• _DATA FOR REVIEW_
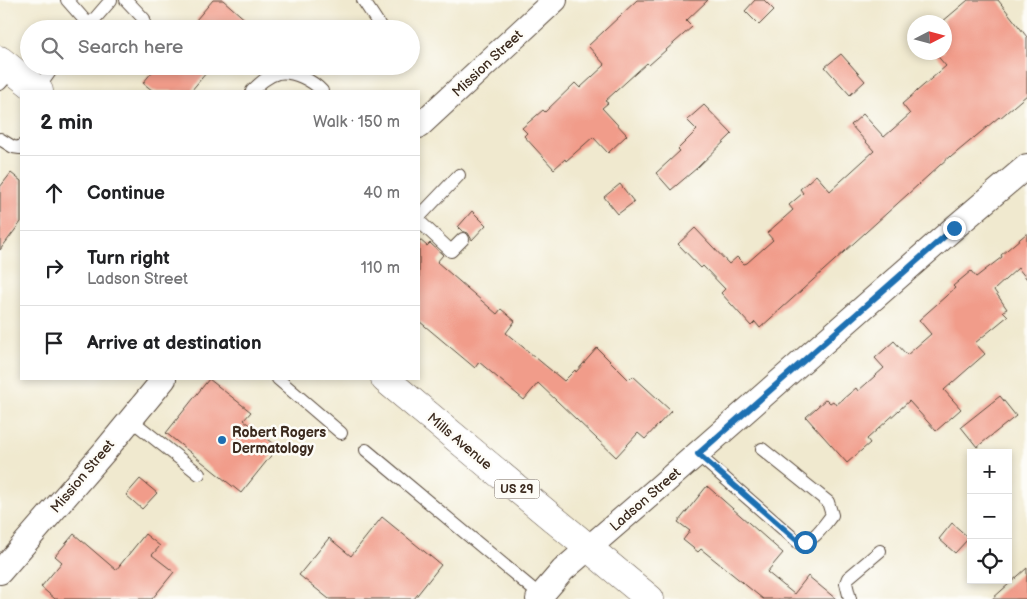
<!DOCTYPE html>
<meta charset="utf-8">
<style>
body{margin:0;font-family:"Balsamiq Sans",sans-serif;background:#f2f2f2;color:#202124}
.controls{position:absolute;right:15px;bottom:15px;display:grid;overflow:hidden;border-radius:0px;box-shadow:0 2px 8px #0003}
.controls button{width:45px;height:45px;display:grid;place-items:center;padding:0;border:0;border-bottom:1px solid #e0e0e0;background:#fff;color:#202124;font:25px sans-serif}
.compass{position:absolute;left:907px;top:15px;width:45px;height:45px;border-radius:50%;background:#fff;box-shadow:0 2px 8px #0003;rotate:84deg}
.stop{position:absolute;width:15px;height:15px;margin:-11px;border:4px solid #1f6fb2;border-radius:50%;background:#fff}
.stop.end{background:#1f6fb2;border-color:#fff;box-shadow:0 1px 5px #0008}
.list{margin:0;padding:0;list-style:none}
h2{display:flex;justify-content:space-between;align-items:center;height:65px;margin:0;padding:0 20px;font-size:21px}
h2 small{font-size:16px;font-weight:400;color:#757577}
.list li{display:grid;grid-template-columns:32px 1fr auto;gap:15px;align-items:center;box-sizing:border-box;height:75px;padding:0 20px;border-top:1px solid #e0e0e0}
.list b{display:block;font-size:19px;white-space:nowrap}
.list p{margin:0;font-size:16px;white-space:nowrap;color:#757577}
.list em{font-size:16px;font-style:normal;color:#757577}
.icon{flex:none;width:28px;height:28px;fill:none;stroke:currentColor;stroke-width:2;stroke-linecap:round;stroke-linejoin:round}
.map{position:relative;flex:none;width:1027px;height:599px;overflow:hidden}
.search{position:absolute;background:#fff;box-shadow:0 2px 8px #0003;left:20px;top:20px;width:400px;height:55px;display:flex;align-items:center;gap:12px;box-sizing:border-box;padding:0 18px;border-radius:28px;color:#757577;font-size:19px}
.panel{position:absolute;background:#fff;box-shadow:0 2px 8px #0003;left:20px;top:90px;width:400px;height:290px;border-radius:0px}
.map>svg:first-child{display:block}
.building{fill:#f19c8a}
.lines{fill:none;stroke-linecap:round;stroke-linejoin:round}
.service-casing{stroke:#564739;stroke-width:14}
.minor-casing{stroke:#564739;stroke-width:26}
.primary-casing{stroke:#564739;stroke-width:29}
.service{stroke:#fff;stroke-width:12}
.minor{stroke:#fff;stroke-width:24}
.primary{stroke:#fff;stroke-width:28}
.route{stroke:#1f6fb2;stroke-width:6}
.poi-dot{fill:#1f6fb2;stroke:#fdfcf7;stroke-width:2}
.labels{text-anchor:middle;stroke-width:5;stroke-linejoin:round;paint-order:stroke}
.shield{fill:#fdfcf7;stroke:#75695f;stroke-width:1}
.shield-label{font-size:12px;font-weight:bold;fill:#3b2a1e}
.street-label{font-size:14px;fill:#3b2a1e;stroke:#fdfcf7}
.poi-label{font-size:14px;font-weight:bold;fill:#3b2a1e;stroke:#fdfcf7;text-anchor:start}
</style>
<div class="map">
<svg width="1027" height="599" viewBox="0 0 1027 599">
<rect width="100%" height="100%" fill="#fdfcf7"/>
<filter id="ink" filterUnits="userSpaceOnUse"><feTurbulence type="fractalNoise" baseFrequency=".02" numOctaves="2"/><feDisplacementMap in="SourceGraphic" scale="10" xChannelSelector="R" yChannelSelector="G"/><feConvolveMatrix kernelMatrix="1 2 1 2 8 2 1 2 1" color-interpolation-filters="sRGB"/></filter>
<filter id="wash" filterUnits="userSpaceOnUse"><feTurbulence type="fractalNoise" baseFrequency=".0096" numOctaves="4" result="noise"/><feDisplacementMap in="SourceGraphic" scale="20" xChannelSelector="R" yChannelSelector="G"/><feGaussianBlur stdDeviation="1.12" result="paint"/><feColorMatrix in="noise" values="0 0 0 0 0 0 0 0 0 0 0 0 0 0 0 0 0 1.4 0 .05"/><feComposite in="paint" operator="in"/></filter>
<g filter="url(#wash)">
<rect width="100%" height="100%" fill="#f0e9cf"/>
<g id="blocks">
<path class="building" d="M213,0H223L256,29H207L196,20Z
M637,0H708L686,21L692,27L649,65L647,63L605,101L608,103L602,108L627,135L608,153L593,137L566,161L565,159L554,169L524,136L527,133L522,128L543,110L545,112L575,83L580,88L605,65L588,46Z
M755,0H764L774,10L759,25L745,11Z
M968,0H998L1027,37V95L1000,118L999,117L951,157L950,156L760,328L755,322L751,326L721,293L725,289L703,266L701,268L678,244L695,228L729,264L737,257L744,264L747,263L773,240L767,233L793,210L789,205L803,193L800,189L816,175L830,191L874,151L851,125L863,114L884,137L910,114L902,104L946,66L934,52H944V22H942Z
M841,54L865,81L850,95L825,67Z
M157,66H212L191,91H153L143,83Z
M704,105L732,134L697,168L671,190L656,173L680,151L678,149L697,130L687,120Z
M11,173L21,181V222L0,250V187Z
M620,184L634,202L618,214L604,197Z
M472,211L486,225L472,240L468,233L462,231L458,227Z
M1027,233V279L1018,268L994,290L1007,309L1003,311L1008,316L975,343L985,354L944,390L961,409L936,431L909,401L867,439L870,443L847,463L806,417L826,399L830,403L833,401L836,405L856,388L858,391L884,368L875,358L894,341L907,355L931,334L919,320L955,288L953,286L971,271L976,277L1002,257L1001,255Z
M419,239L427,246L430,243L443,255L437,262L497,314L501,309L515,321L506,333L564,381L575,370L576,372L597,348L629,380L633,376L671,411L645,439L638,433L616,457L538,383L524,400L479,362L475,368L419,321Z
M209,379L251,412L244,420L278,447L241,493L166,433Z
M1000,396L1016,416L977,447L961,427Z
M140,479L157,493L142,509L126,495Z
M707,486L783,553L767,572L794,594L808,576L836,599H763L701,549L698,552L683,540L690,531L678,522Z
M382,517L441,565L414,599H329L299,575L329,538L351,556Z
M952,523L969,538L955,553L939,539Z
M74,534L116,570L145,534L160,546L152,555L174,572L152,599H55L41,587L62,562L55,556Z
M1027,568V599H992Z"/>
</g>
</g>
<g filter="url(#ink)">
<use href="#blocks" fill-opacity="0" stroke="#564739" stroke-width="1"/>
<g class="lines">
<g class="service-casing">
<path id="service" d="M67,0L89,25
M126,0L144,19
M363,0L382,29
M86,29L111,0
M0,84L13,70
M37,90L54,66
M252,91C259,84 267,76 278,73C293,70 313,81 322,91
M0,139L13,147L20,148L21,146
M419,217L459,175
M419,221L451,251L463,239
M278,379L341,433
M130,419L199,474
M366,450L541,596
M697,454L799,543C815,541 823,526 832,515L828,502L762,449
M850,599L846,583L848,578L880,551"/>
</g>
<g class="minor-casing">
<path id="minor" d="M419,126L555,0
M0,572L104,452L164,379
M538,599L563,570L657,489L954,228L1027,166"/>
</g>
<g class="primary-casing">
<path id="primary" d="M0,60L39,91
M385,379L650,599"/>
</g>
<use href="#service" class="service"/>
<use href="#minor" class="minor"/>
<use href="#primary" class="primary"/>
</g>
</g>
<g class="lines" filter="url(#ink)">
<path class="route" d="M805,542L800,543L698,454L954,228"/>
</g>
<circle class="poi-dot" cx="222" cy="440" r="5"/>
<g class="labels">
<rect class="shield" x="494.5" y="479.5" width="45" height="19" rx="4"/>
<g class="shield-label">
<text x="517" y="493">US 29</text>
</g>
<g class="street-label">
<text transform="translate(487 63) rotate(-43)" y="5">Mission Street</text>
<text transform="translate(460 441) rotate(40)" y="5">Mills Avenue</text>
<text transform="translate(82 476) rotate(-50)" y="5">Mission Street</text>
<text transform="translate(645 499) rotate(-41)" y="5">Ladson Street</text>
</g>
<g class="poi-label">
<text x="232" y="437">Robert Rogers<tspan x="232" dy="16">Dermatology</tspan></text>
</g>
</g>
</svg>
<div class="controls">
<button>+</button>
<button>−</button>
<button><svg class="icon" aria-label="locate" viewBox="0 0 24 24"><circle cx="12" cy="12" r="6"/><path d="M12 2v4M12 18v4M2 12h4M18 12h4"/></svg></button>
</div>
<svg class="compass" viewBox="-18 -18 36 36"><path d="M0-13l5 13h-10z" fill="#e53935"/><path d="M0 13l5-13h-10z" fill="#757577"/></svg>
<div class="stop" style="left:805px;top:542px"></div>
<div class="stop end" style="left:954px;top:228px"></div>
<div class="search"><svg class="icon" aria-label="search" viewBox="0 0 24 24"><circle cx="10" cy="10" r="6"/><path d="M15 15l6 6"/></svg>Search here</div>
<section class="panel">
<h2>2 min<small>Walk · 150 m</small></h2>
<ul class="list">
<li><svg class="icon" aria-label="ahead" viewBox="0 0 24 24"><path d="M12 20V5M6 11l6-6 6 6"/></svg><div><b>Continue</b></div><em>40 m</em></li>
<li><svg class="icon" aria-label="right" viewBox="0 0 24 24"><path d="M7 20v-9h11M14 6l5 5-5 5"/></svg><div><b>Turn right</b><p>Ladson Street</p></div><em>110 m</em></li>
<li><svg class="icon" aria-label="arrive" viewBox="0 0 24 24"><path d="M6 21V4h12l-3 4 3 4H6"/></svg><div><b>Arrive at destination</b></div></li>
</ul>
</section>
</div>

• _ASSIGNED TASK_
Each line in the records that carries "labels" must be copied out.

• _YOUR SOLUTION_
.labels{text-anchor:middle;stroke-width:5;stroke-linejoin:round;paint-order:stroke}
<g class="labels">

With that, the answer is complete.